> Exercise goal
Output exactly those lines of the data that lie between the line containing "[192,1299,223,1304,238,1304,255,1300]" and the final line, both ends counted.

> Material for this exercise
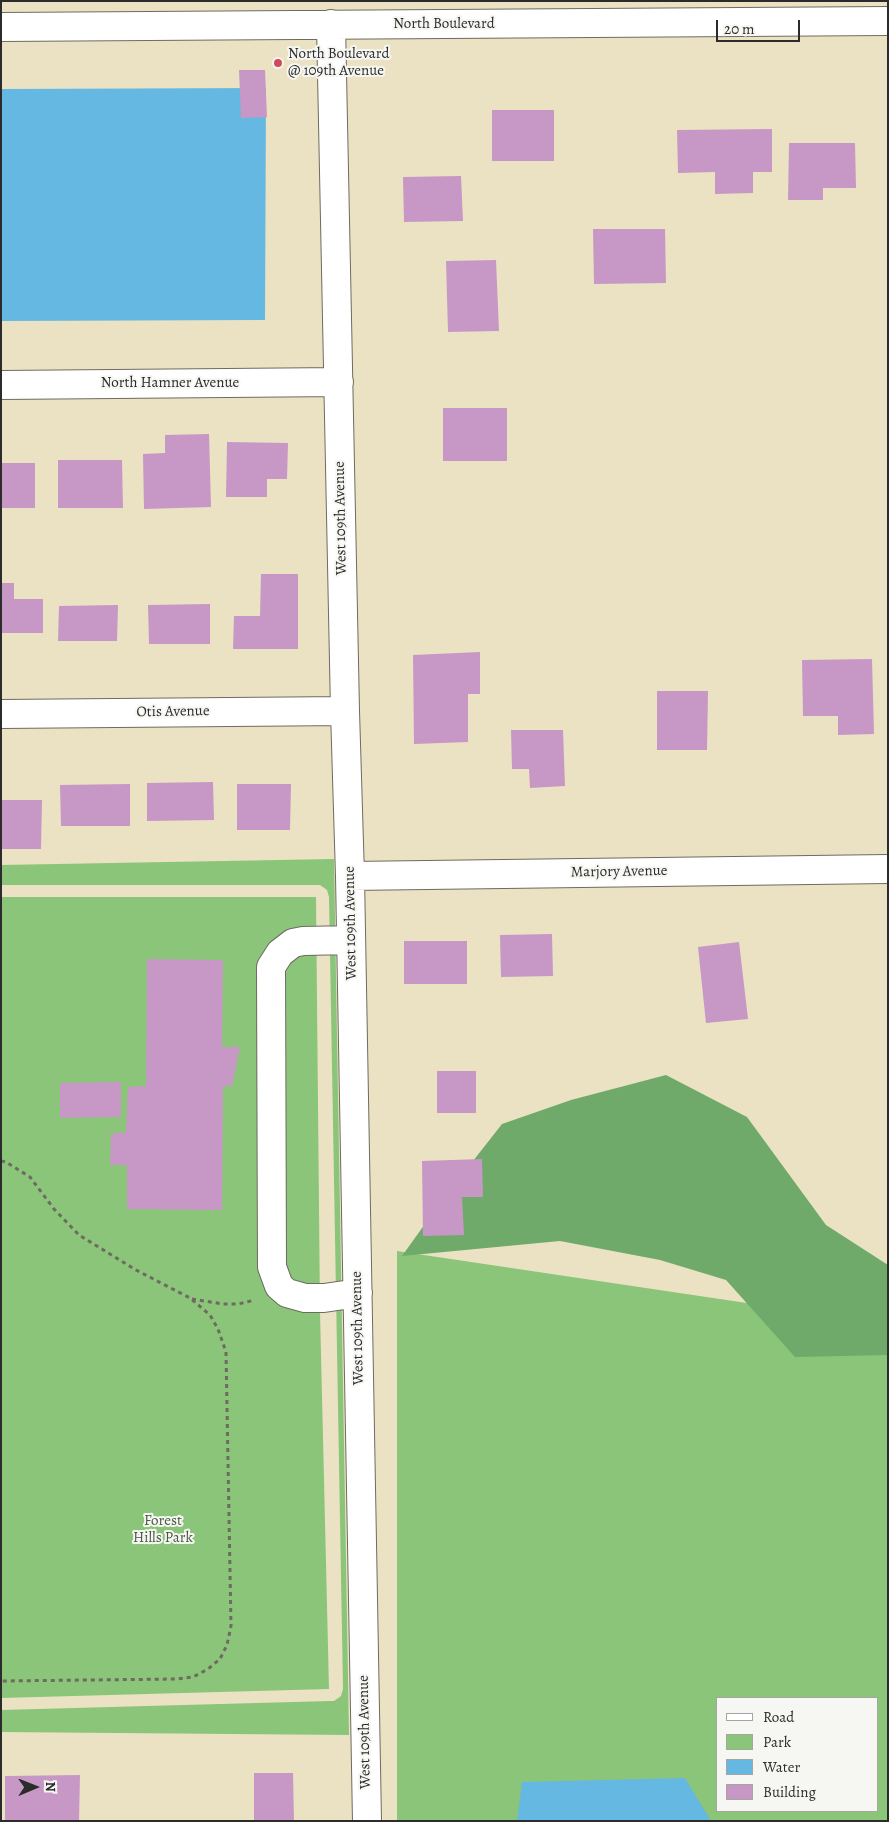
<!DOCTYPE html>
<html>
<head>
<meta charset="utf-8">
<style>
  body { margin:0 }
  #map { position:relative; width:889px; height:1822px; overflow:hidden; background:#ebe2c3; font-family:Alegreya,serif }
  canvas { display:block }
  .frame { position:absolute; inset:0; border:2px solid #2b2b2b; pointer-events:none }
  .legend { position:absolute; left:716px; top:1697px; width:162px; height:115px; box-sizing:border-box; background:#f6f6f2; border:1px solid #a5a5a2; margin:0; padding:6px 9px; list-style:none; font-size:15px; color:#2b2b2b }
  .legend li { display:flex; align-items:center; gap:10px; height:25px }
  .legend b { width:25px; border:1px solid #a5a5a2 }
  .north { position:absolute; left:10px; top:1762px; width:50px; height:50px; -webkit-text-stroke:4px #f6f6f2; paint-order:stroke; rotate:89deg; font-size:14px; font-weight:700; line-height:20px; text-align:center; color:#2b2b2b }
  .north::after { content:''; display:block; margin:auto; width:18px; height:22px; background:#2b2b2b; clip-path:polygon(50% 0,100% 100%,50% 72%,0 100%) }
  .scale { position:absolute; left:716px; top:20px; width:84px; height:22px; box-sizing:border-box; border:2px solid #2b2b2b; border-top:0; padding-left:6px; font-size:15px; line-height:18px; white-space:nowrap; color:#2b2b2b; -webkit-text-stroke:4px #f6f6f2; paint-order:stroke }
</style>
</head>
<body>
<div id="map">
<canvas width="889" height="1822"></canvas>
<div class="frame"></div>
<ul class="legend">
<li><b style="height:6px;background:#fff"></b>Road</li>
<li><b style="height:14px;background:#8bc57a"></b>Park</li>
<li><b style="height:14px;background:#65b8e1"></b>Water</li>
<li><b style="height:14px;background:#c797c6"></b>Building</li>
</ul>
<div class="north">N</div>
<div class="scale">20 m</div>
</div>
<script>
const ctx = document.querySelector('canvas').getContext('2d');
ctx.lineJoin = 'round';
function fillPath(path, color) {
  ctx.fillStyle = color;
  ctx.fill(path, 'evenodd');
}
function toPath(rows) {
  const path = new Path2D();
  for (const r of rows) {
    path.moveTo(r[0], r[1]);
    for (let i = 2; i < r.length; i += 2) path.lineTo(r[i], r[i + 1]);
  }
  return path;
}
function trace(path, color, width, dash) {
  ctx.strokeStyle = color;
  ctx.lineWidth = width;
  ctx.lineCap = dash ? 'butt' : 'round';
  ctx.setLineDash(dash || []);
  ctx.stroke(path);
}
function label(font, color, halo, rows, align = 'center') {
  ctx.font = font + ' Alegreya,serif';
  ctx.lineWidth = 4;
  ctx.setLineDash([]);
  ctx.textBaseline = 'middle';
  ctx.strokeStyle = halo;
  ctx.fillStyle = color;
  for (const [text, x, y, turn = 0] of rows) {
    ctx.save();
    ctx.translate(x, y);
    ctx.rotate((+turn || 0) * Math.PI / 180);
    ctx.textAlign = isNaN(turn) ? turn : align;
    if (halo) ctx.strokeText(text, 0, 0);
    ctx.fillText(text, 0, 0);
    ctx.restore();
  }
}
const green = toPath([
  [334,859,349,1735,1,1732,1,1710,330,1701,334,1701,341,1696,343,1689,329,897,327,890,320,885,1,885,1,865],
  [1,897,316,897,320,1312,329,1689,1,1698],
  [397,1251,888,1324,888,1821,397,1821],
  [718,1698,878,1698,878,1811,718,1811]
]);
const forest = toPath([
  [666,1075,747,1117,826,1225,888,1265,888,1355,795,1357,726,1280,660,1260,560,1241,402,1256,440,1203,502,1124,571,1100]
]);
const water = toPath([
  [266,88,265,320,1,321,1,89],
  [685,1778,711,1821,517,1821,522,1782]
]);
const building = toPath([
  [239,70,265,70,267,117,241,118],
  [492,110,554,110,554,161,492,161],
  [772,129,772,172,753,172,753,193,715,194,715,172,678,173,677,130],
  [789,143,855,143,856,188,823,188,823,200,788,200],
  [461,176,463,221,404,222,403,177],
  [593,229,665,229,666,283,594,284],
  [496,260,499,331,448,332,446,261],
  [443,408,507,408,507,461,443,461],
  [209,434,211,507,144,509,143,454,165,453,165,435],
  [227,442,288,443,287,479,267,479,267,497,226,497],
  [58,460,122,460,123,508,58,508],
  [1,463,35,463,35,508,1,508],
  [261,574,298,574,298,649,233,649,234,616,260,616],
  [1,583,14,583,14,599,43,599,43,633,1,633],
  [210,604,210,644,149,644,148,605],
  [118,605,117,641,58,641,59,606],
  [480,652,480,694,468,694,468,742,414,744,413,655],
  [872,659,874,734,838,735,838,716,803,716,802,660],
  [657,691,708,691,707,750,657,750],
  [511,730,563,730,565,786,530,788,529,769,512,769],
  [213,782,214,820,147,821,147,783],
  [130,784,130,826,61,826,60,785],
  [237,784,291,784,290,830,237,830],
  [1,800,42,800,41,849,1,849],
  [552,934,553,976,501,977,500,935],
  [404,941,467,941,467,984,404,984],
  [739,942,748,1019,706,1023,698,947],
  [147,959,223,960,222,1047,240,1047,232,1086,223,1086,222,1210,127,1209,127,1165,110,1165,111,1134,126,1132,128,1087,146,1086],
  [437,1071,476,1071,476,1113,437,1113],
  [121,1082,121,1117,60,1118,60,1083],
  [482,1159,483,1197,462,1197,464,1235,423,1236,422,1161],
  [254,1773,293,1773,294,1821,254,1821],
  [80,1775,79,1820,5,1821,5,1776]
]);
const path = toPath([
  [1,1161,6,1162,30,1177,54,1209,79,1235,136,1270,190,1298,210,1315,218,1329,226,1352,231,1626,227,1645,220,1659,208,1669,193,1677,177,1679,1,1681],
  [192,1299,223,1304,238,1304,255,1300]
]);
const minor = toPath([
  [331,24,345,711,350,876,367,1821],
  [1,27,888,21],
  [1,385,339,382],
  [1,714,345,711],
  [350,876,888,869],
  [351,940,303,941,293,943,280,953,271,967,272,1267,279,1286,287,1293,305,1298,324,1298,358,1293]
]);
const markers = [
  [278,63,5,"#d1495b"]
];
const streetNames = [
  ["North Boulevard",444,24],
  ["North Hamner Avenue",170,383],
  ["West 109th Avenue",341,518,-91],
  ["Otis Avenue",173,712,-1],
  ["Marjory Avenue",619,872,-1],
  ["West 109th Avenue",351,923,-91],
  ["West 109th Avenue",358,1328,-91],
  ["West 109th Avenue",365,1732,-91]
];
const poiNames = [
  ["North Boulevard",288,54],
  ["@ 109th Avenue",288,71]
];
const parkNames = [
  ["Forest",163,1521],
  ["Hills Park",163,1538]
];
fillPath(green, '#8bc57a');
fillPath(forest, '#70aa6a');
fillPath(water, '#65b8e1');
fillPath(building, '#c797c6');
trace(minor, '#6e6b60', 30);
trace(path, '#6e6b60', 3, [4, 4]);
trace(minor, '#fff', 28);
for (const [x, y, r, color] of markers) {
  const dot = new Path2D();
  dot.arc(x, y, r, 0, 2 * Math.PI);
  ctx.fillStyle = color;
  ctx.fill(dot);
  trace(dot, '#f6f6f2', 2);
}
label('15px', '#2b2b2b', '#f6f6f2', streetNames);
label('15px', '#2b2b2b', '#f6f6f2', poiNames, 'left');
label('15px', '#485943', '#f6f6f2', parkNames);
</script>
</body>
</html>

> Your solution
  [192,1299,223,1304,238,1304,255,1300]
]);
const minor = toPath([
  [331,24,345,711,350,876,367,1821],
  [1,27,888,21],
  [1,385,339,382],
  [1,714,345,711],
  [350,876,888,869],
  [351,940,303,941,293,943,280,953,271,967,272,1267,279,1286,287,1293,305,1298,324,1298,358,1293]
]);
const markers = [
  [278,63,5,"#d1495b"]
];
const streetNames = [
  ["North Boulevard",444,24],
  ["North Hamner Avenue",170,383],
  ["West 109th Avenue",341,518,-91],
  ["Otis Avenue",173,712,-1],
  ["Marjory Avenue",619,872,-1],
  ["West 109th Avenue",351,923,-91],
  ["West 109th Avenue",358,1328,-91],
  ["West 109th Avenue",365,1732,-91]
];
const poiNames = [
  ["North Boulevard",288,54],
  ["@ 109th Avenue",288,71]
];
const parkNames = [
  ["Forest",163,1521],
  ["Hills Park",163,1538]
];
fillPath(green, '#8bc57a');
fillPath(forest, '#70aa6a');
fillPath(water, '#65b8e1');
fillPath(building, '#c797c6');
trace(minor, '#6e6b60', 30);
trace(path, '#6e6b60', 3, [4, 4]);
trace(minor, '#fff', 28);
for (const [x, y, r, color] of markers) {
  const dot = new Path2D();
  dot.arc(x, y, r, 0, 2 * Math.PI);
  ctx.fillStyle = color;
  ctx.fill(dot);
  trace(dot, '#f6f6f2', 2);
}
label('15px', '#2b2b2b', '#f6f6f2', streetNames);
label('15px', '#2b2b2b', '#f6f6f2', poiNames, 'left');
label('15px', '#485943', '#f6f6f2', parkNames);
</script>
</body>
</html>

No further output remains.